What is expected:
One number is the whole answer: the tally of lines in the records that include the word "Silva".

Exercise data:

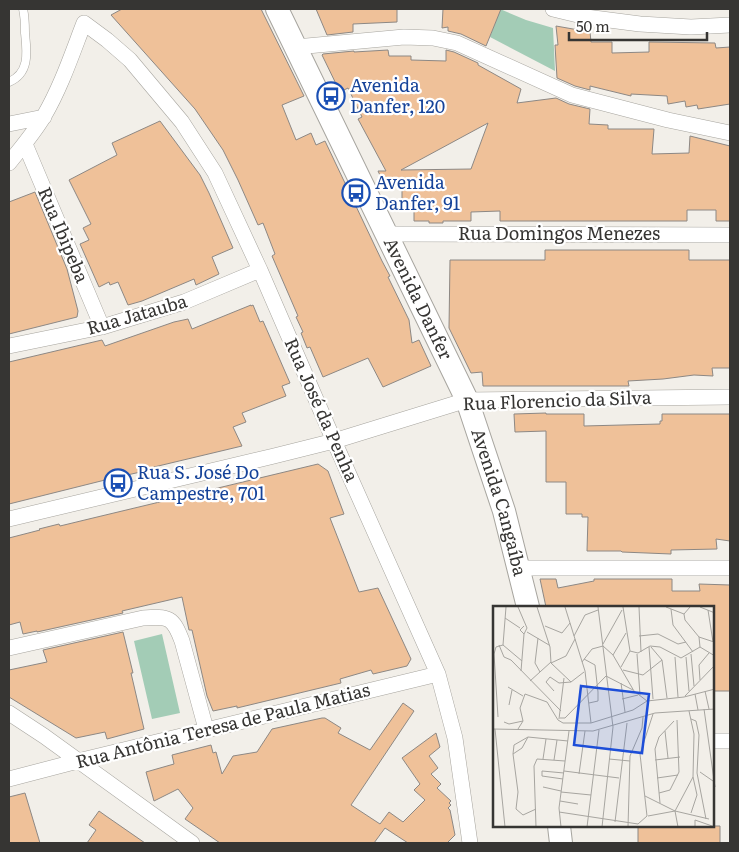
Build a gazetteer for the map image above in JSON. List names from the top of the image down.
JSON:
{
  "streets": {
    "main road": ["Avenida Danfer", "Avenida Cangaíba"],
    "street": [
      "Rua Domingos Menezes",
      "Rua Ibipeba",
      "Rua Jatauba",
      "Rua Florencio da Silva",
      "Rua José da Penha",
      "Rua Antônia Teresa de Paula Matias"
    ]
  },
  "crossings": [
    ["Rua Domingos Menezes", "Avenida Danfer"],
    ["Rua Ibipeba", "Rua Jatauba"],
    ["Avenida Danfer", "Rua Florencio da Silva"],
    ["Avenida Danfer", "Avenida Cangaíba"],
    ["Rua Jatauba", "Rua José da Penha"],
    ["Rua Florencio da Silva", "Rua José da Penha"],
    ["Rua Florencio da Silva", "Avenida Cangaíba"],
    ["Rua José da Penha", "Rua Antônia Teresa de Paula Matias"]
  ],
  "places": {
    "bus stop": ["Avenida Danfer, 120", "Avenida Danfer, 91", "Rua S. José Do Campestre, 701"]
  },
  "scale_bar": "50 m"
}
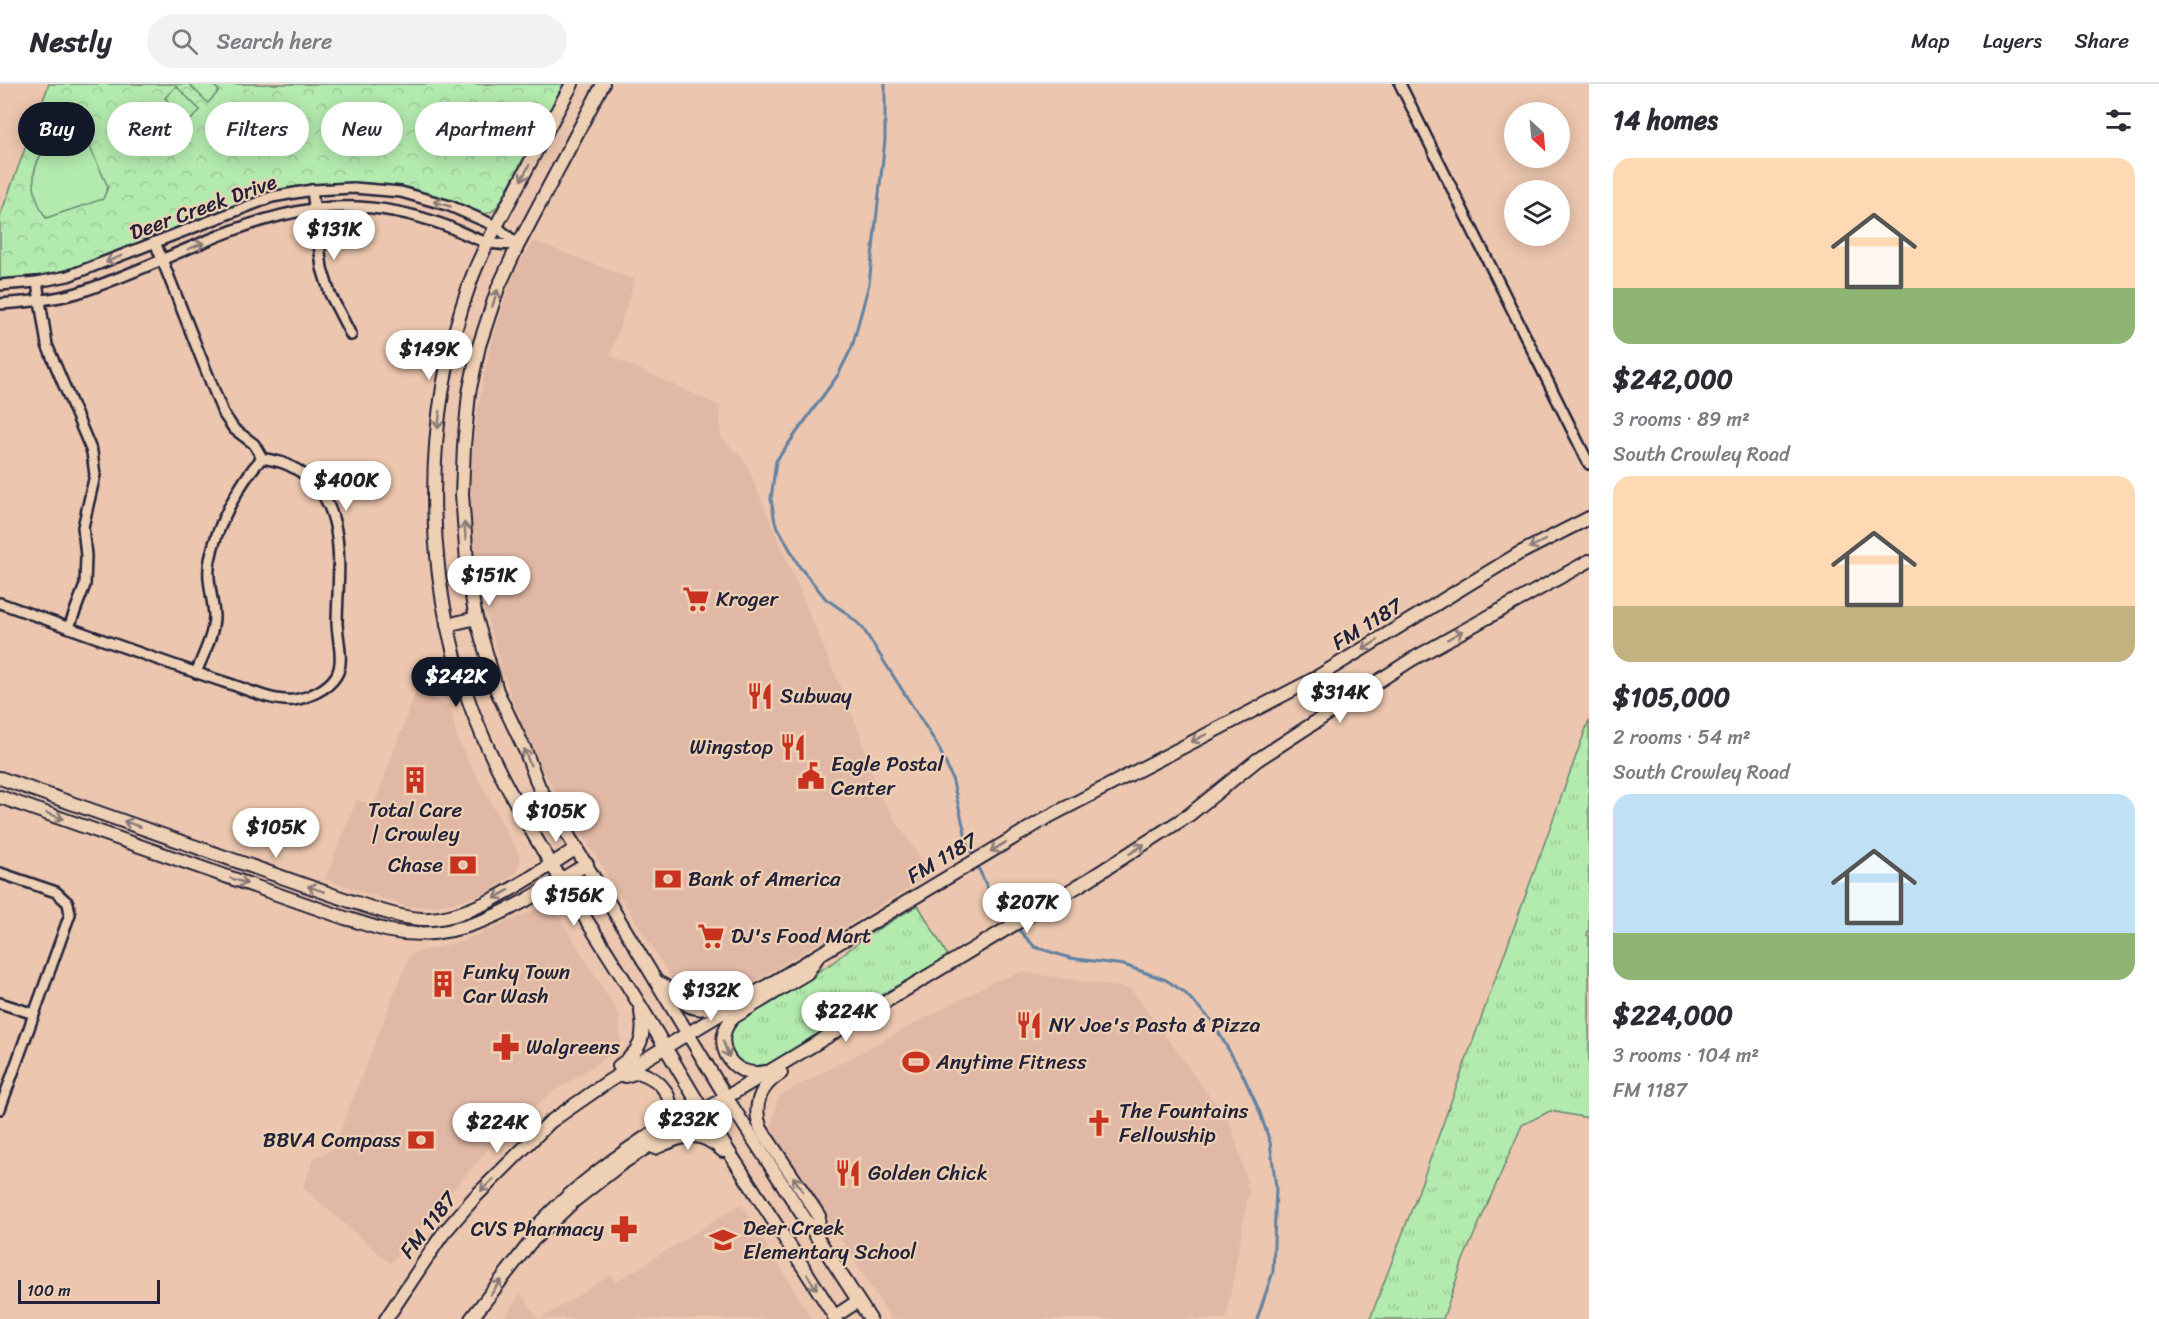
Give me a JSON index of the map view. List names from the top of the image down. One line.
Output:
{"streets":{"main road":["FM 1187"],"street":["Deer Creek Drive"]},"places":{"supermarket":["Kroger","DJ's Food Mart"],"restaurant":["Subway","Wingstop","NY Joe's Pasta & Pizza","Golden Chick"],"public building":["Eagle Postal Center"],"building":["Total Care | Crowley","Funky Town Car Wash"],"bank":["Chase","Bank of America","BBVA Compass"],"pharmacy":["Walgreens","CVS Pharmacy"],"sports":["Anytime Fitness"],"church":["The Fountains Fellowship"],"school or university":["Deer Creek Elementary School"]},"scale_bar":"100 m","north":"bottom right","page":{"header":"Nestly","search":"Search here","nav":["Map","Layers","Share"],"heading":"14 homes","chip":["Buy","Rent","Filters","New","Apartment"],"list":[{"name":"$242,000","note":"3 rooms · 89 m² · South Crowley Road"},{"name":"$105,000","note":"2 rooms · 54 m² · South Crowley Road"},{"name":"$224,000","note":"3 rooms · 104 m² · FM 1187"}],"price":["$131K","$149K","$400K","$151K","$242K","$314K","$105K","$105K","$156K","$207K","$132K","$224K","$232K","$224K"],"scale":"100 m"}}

Exercise solution:
4